The eastern end of the boulevard is to the north of the Mersin Harbor, where it meets the state highway at about . It runs parallel to the Mediterranean Sea coast line to south west for about 4.5 km within the second-level municipality of Akdeniz. The Atatürk Park is between the boulevard and the sea. The governor's office, mayor's office, Mersin Grand Mosque Atatürk Manument and Mersin Halkevi are situated to the north of the boulevard.

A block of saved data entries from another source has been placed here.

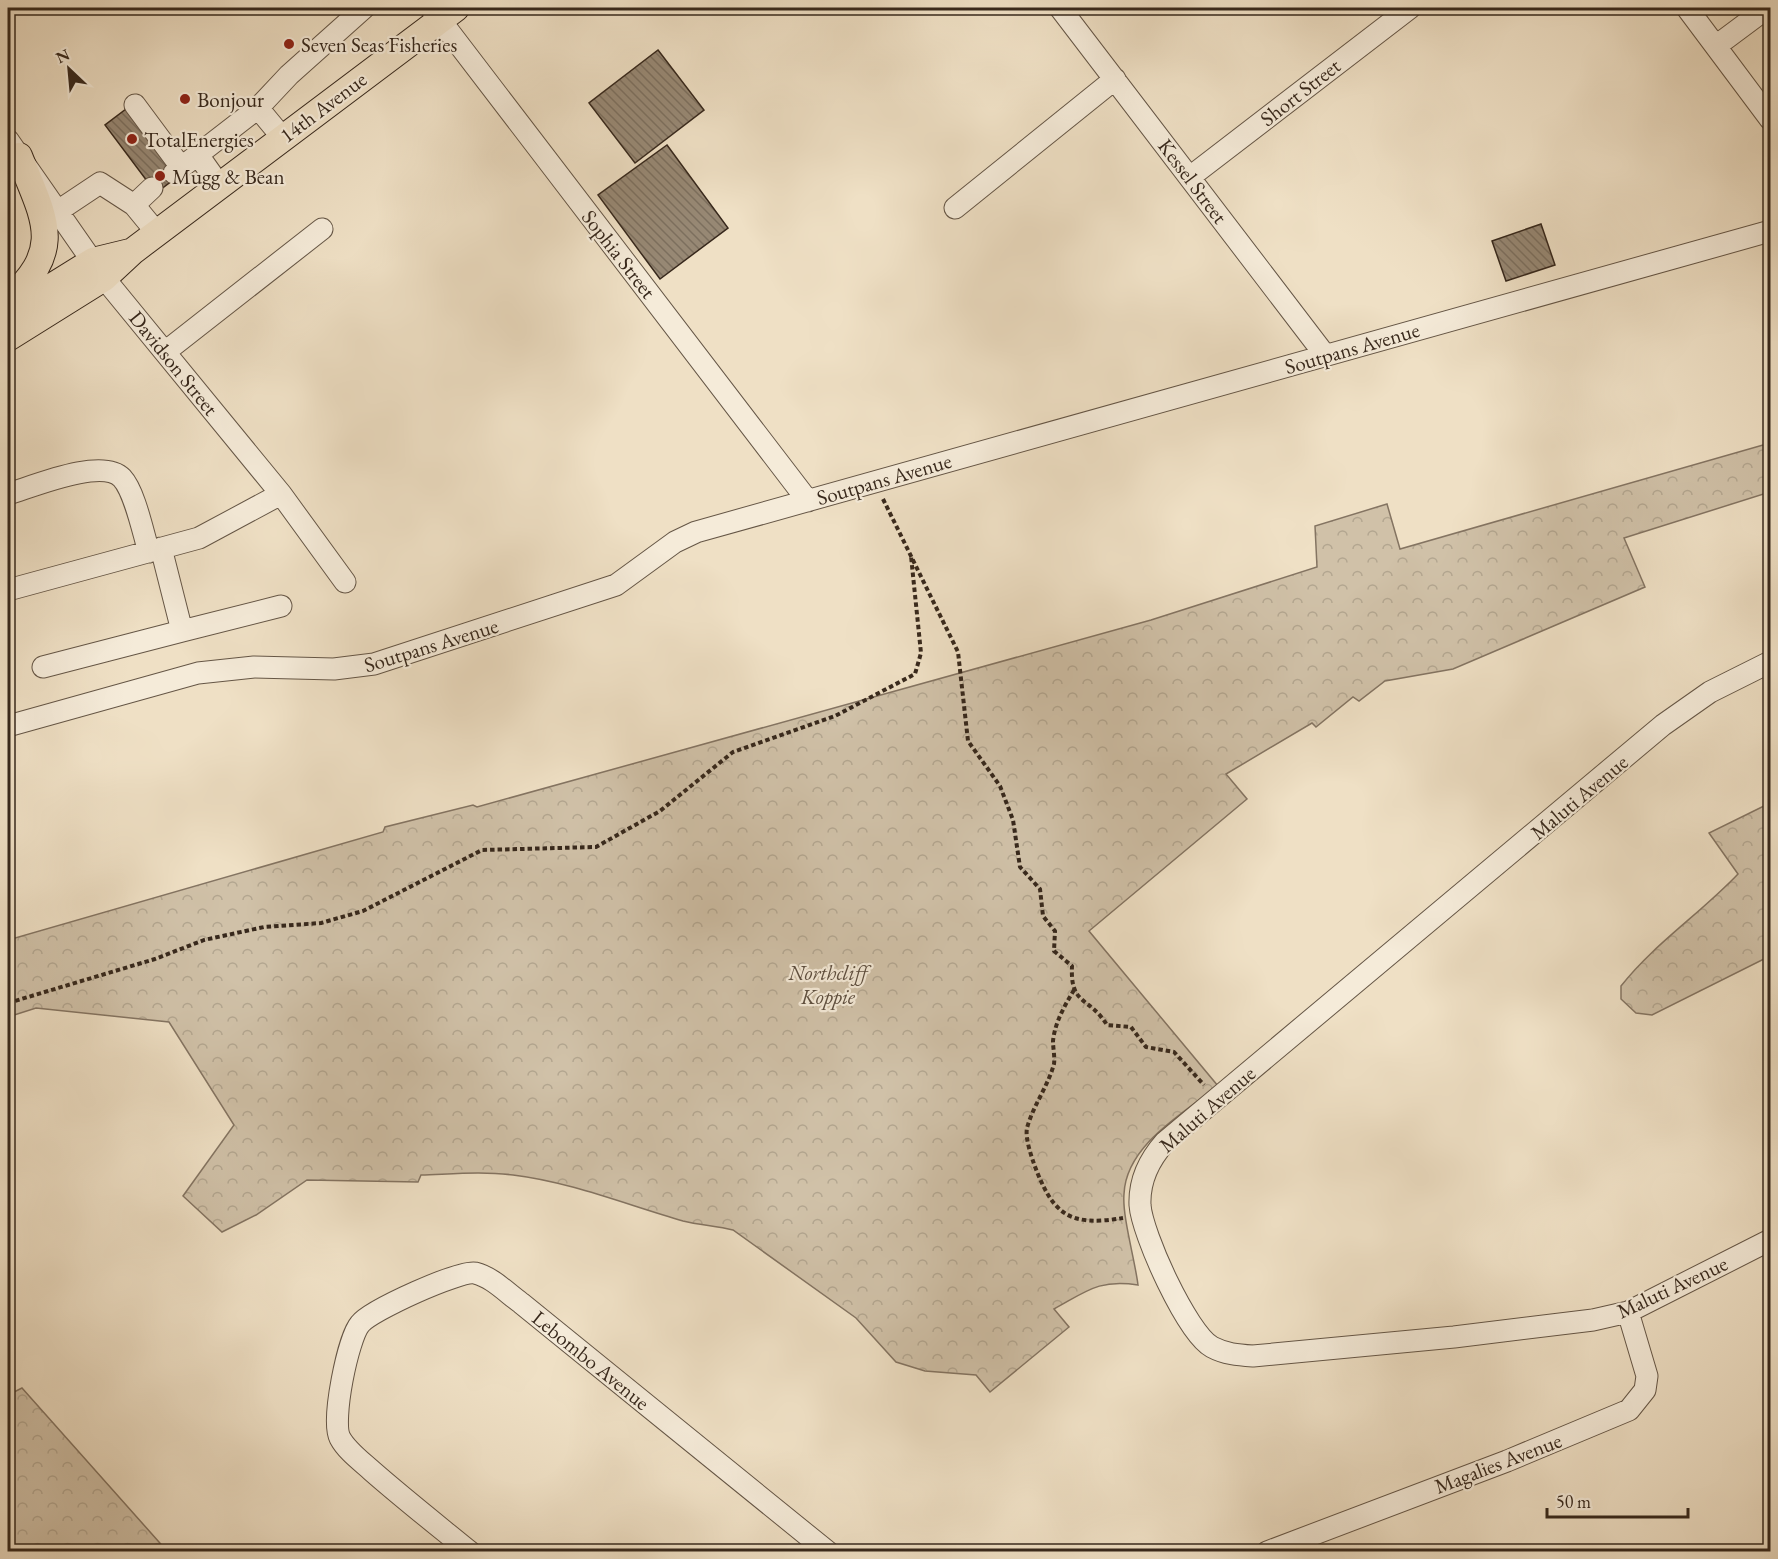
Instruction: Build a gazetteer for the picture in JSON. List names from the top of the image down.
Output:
{
  "streets": {
    "main road": ["14th Avenue"],
    "street": [
      "Short Street",
      "Kessel Street",
      "Sophia Street",
      "Soutpans Avenue",
      "Davidson Street",
      "Maluti Avenue",
      "Lebombo Avenue",
      "Magalies Avenue"
    ]
  },
  "crossings": [
    ["Short Street", "Kessel Street"],
    ["14th Avenue", "Sophia Street"],
    ["14th Avenue", "Davidson Street"],
    ["Kessel Street", "Soutpans Avenue"],
    ["Sophia Street", "Soutpans Avenue"],
    ["Maluti Avenue", "Magalies Avenue"]
  ],
  "parks": ["Northcliff Koppie"],
  "places": [
    "Seven Seas Fisheries",
    "Bonjour",
    "TotalEnergies",
    "Mugg & Bean"
  ],
  "scale_bar": "50 m",
  "north": "top left"
}
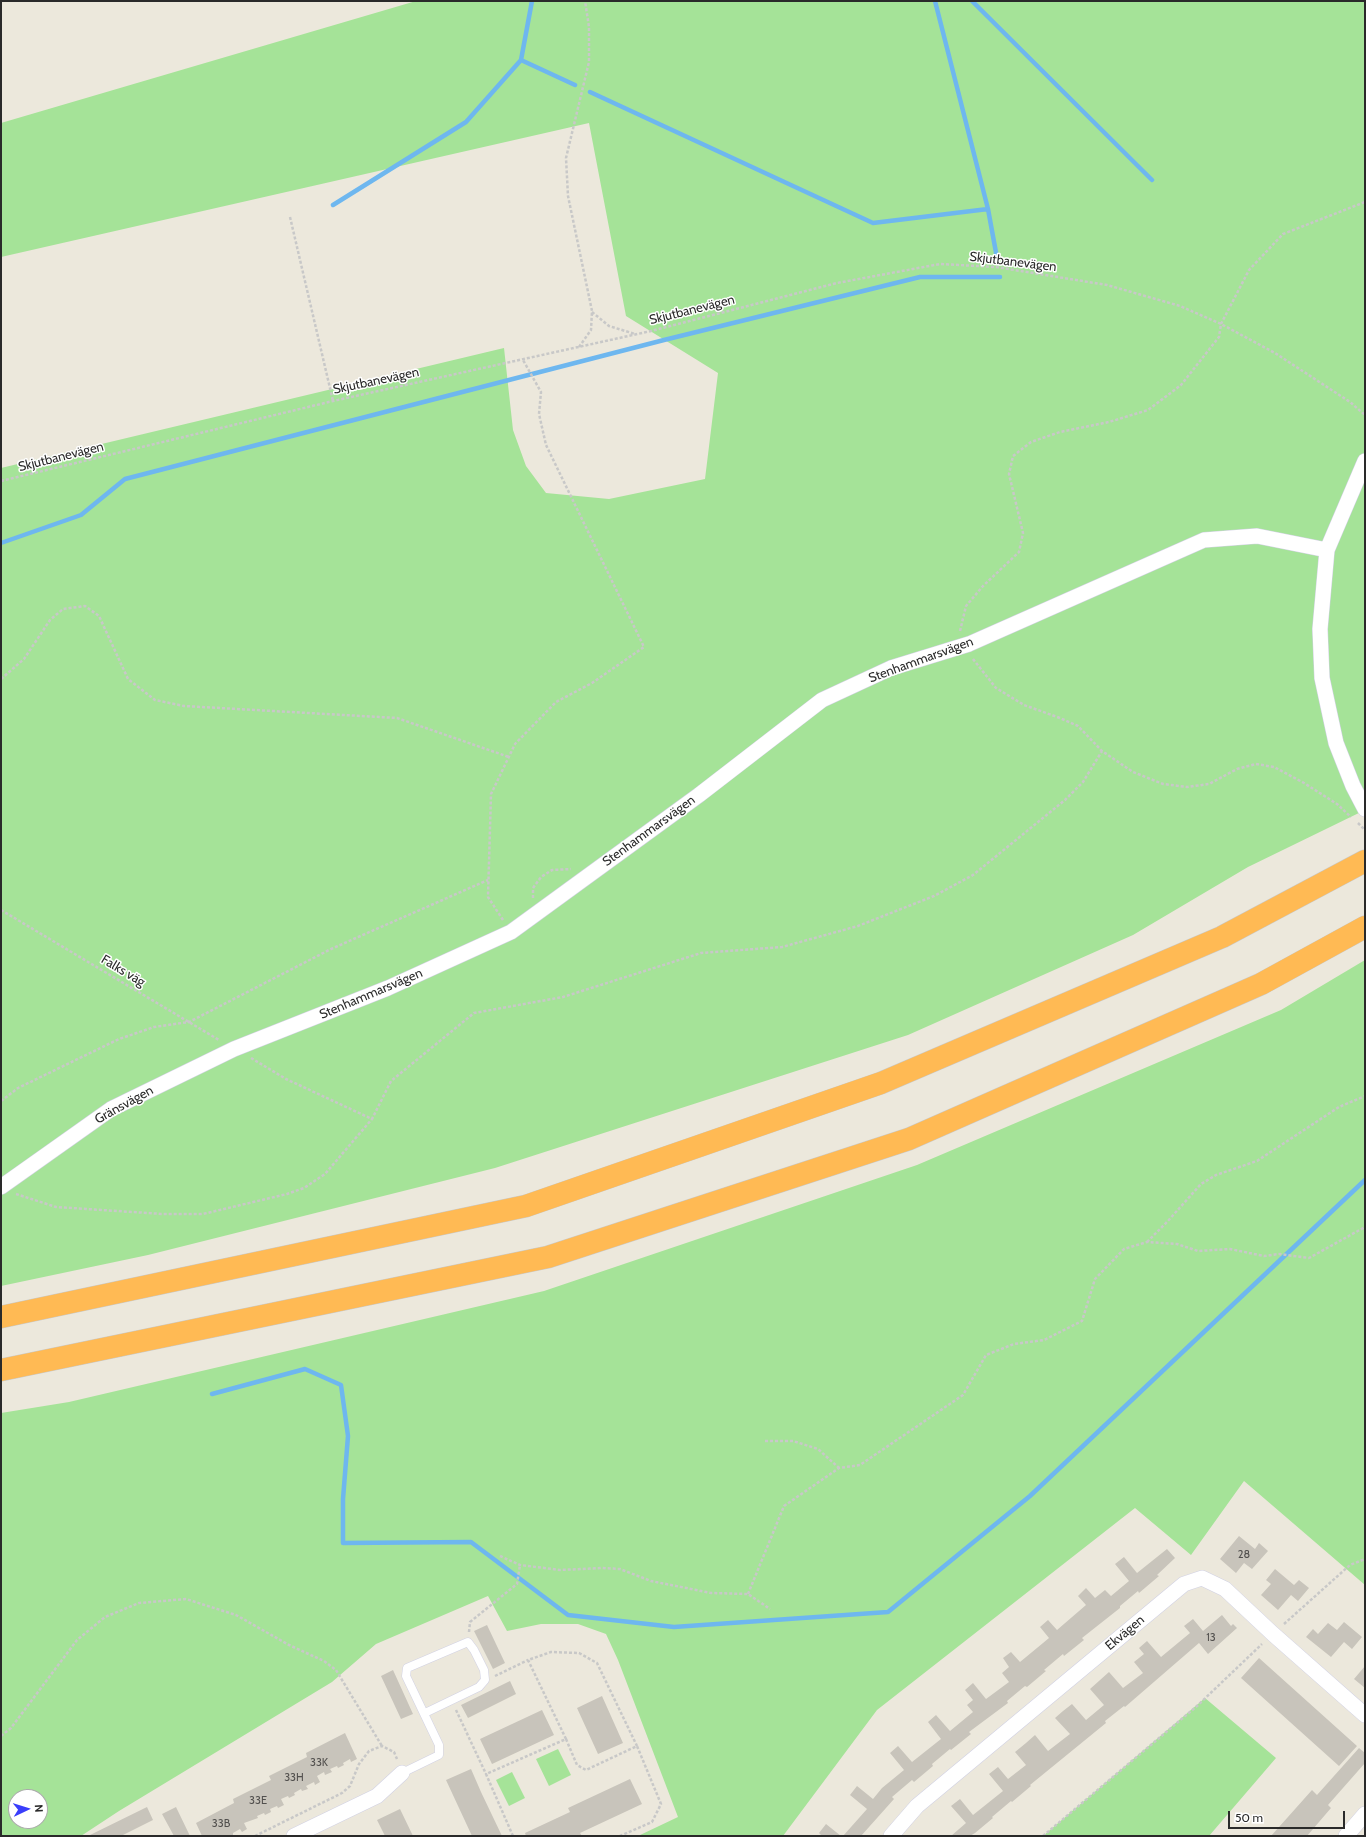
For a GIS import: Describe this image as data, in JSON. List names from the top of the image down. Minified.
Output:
{"streets":{"street":["Stenhammarsvägen","Gränsvägen","Ekvägen"],"path":["Skjutbanevägen","Falks väg"]},"crossings":[["Stenhammarsvägen","Falks väg"],["Stenhammarsvägen","Gränsvägen"],["Falks väg","Gränsvägen"]],"house_numbers":["28","13","33K","33H","33E","33B"],"scale_bar":"50 m","north":"right"}
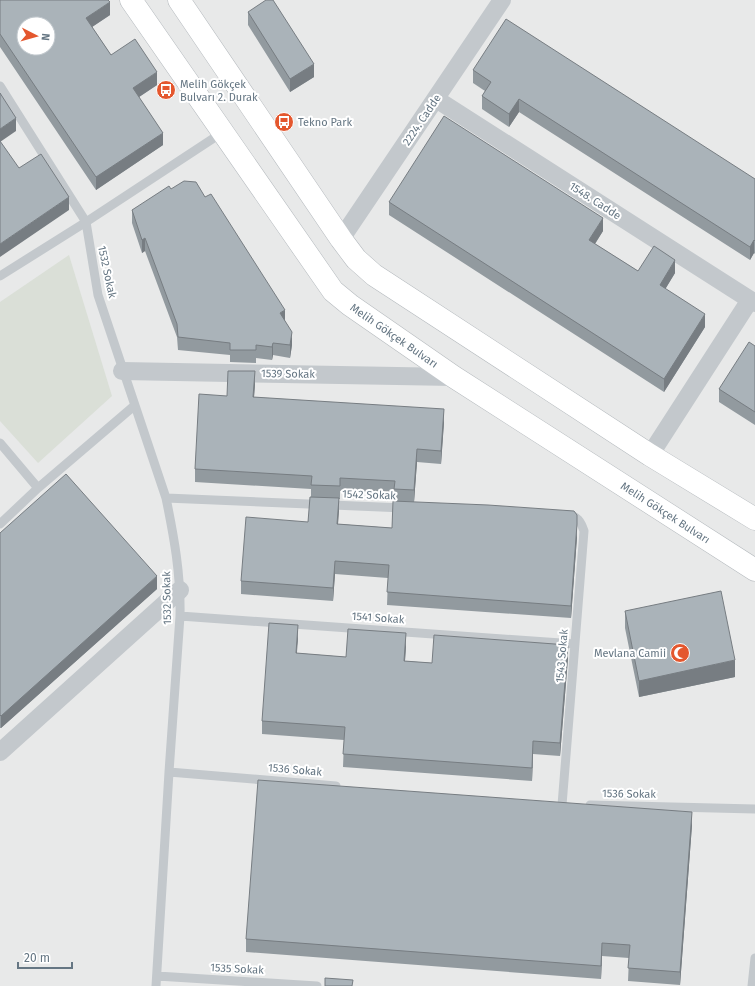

It crosses Müftü River and continues within Yenişehir second-level municipality. The Tevfik Sırrı Gür Stadium is to the north of the boulevard and Mersin Lighthouse is to the south. At the junction with Adnan Menderes Boulevard, it turns to northwest and runs perpendicular to the sea coast. Its total course in Yenişehir municipality is about 6.7 km . In this course, it intersects with Gazi Mustafa Kemal Boulevard by an interchange. The Nevin Yanıt Athletics Complex and the Macit Özcan Sports Complex are situated on the north portion of the boulevard.

==History==
Up to 1950s, the first 4.5 km of the boulevard was actually the coast line. During the construction of the harbor the dredged material of the sea basin was spread out in front of the city to build the boulevard and Atatürk Park. Rest of the boulevard was constructed after the 1980s.